UK house prices grew at a slower rate in May in a sign that rising inflation and the squeeze on household budgets are cooling the property market.
The Nationwide House Price Index, published on Wednesday, showed annual house price growth was 11.2 per cent in May, down from 12.1 per cent in April.
The modest slowdown is further evidence that steam could be coming out of the UK housing market, following two years of frenzied activity fuelled by the stamp duty holiday and lifestyle changes during the pandemic.
But while experts anticipate the cost of living crisis could further damp transactions, they said the figures also indicated the housing market remained buoyant.
Robert Gardner, chief economist at Nationwide, said that while he expected the housing market to slow “as the year progresses” it “retained a surprising amount of momentum” in May.

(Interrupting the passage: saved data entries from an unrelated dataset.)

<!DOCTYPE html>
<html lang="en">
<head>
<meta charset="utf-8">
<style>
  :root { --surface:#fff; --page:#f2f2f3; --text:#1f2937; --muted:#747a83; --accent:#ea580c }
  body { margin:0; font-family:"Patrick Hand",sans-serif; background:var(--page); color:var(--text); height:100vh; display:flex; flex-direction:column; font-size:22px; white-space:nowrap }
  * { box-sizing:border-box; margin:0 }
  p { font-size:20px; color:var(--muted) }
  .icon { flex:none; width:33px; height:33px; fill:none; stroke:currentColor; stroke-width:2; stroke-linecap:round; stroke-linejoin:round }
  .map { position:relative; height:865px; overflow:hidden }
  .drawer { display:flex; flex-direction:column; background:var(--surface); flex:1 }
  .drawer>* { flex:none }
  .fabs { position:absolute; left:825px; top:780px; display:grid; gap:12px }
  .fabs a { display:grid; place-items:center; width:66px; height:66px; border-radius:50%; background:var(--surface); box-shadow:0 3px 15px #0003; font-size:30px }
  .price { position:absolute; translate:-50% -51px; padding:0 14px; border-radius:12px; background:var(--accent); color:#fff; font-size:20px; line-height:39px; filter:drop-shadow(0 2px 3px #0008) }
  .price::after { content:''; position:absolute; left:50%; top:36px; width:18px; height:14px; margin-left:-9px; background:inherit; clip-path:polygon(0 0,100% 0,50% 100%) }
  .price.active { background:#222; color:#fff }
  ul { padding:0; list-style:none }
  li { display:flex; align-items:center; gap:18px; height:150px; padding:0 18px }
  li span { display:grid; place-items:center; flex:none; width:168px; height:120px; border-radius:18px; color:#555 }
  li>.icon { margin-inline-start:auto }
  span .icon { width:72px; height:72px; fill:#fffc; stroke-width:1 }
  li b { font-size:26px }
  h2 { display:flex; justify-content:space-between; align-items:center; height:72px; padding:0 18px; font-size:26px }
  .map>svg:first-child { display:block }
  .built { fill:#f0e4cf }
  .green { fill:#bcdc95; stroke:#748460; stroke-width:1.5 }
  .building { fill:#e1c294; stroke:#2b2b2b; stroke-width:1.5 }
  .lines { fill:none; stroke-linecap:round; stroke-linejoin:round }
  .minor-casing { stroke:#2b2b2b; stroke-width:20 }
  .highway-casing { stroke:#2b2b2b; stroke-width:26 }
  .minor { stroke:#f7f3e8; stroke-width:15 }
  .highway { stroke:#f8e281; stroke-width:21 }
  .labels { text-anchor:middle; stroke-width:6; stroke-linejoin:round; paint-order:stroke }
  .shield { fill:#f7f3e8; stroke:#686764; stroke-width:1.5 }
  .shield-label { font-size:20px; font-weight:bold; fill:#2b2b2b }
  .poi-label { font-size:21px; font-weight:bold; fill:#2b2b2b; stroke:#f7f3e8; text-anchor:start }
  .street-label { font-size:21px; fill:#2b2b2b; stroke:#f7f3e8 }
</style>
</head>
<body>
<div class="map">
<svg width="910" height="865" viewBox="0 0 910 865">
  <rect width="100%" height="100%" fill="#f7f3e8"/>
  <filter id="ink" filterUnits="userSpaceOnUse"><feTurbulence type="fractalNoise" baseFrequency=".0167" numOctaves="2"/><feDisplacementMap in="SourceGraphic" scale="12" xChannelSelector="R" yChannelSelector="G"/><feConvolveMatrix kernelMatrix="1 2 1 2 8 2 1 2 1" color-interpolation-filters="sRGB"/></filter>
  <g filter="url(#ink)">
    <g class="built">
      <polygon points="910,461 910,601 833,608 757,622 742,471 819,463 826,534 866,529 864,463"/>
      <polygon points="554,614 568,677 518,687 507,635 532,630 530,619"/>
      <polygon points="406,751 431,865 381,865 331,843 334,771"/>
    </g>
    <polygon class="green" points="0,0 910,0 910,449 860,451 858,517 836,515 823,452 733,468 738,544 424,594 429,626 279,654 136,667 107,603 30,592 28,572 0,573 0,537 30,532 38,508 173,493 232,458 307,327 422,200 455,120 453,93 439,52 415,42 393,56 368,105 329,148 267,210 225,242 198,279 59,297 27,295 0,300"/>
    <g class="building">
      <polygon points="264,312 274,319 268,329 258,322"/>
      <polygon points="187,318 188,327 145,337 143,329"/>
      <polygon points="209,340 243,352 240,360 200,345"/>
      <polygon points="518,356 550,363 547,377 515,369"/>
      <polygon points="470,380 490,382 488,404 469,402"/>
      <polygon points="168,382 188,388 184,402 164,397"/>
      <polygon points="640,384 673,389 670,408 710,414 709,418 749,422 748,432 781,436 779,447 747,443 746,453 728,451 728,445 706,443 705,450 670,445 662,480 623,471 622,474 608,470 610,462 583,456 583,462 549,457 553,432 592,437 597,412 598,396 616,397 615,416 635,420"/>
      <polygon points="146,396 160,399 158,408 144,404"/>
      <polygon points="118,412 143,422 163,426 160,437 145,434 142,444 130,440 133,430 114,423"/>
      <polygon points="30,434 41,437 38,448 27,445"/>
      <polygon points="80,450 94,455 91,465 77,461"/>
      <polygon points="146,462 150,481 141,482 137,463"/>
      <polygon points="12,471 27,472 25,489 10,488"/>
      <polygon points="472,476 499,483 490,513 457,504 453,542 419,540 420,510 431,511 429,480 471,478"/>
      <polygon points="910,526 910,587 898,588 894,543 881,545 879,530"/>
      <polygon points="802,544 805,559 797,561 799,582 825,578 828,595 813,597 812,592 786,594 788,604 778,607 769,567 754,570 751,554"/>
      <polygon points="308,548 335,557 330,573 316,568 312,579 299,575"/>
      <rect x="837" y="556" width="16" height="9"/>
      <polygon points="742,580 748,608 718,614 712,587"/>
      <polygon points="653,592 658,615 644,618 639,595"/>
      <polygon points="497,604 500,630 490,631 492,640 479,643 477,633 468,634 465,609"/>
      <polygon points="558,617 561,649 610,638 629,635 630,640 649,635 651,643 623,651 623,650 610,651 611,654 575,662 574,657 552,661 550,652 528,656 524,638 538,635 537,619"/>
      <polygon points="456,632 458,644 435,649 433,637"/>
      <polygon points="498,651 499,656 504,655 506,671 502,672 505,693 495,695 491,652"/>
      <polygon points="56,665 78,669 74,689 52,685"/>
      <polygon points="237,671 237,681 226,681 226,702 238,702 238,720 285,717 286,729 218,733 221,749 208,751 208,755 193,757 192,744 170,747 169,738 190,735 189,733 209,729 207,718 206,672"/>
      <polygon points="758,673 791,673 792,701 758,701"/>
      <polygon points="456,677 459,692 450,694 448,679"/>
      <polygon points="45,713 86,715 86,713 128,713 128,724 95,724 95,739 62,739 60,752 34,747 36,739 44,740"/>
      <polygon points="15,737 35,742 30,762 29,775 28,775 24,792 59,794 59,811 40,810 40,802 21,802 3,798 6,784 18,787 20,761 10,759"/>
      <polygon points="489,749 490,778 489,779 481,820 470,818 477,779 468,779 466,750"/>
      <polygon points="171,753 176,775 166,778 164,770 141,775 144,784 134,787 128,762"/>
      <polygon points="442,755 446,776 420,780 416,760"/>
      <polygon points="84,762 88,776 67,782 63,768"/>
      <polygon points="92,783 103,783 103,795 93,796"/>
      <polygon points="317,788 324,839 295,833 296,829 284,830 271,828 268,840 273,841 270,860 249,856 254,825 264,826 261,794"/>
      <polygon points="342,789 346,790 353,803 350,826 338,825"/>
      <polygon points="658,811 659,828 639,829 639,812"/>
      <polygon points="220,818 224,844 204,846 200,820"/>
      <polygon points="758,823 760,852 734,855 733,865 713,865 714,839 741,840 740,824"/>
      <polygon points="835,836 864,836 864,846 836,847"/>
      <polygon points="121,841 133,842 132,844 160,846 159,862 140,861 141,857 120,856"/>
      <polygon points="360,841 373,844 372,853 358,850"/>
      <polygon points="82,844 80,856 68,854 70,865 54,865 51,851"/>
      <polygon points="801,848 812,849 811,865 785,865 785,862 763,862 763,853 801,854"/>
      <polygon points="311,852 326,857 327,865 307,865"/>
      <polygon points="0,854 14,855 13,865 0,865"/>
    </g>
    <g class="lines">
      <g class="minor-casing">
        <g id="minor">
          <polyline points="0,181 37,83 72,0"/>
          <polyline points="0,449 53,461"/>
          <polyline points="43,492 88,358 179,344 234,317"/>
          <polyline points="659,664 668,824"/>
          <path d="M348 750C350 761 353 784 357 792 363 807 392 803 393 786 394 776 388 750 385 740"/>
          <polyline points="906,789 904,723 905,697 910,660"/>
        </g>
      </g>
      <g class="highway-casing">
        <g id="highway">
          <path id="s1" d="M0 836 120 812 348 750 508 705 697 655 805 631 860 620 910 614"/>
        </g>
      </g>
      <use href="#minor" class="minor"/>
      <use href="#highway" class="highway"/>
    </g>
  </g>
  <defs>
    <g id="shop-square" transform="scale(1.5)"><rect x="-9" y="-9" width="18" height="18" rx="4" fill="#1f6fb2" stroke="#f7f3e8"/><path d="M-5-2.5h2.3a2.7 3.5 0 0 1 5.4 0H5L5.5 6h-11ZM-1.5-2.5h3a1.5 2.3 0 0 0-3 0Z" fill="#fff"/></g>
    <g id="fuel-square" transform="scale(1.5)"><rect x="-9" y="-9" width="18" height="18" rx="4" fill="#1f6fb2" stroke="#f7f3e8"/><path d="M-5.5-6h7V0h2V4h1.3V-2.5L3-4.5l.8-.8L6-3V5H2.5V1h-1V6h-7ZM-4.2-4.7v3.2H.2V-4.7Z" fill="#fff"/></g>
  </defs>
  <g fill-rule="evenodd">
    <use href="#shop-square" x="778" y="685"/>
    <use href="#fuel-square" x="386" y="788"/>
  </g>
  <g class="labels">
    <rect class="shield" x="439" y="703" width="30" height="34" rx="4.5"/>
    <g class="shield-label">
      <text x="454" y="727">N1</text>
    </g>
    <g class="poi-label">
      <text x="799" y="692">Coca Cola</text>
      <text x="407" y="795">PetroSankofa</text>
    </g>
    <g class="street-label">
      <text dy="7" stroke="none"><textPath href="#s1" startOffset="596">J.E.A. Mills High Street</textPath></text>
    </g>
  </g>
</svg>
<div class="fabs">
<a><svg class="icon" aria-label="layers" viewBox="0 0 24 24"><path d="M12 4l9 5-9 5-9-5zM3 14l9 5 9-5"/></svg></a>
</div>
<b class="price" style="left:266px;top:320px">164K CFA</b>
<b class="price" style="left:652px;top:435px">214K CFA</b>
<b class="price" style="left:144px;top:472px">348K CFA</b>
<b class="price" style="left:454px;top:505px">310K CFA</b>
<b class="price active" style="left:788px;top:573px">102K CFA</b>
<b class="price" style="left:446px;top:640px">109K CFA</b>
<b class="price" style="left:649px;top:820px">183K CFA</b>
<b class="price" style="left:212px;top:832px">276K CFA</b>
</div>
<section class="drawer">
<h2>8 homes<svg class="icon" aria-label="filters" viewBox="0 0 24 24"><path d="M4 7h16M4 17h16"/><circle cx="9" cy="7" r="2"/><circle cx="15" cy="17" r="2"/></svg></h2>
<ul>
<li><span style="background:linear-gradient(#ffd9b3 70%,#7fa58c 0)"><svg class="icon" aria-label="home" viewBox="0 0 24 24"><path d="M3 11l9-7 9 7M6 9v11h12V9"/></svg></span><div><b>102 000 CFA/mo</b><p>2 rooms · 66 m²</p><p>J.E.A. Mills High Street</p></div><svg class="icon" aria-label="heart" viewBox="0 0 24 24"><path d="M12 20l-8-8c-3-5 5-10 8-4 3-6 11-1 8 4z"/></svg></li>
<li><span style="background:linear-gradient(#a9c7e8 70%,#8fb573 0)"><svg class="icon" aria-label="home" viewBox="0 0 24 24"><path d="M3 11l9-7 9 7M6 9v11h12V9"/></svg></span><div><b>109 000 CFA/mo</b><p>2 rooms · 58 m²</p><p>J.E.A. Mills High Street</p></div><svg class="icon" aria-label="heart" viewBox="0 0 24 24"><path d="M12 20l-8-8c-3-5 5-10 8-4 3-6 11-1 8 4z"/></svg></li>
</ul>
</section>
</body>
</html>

“Demand is being supported by strong labour market conditions, where the unemployment rate has fallen towards 50-year lows, and with the number of job vacancies at a record high,” he said. “At the same time, the stock of homes on the market has remained low, keeping upward pressure on house prices.”
Double digit price rises during the pandemic had exaggerated a decades-long trend of property values outstripping inflation and wage growth, Nationwide added.
In 1952, the year the Queen came to the throne, the average house price was £1,891 – around £62,000 in today’s money, and cost 4 times average earnings.
This means current average house prices are 4.3 times higher than 1952 levels in real terms.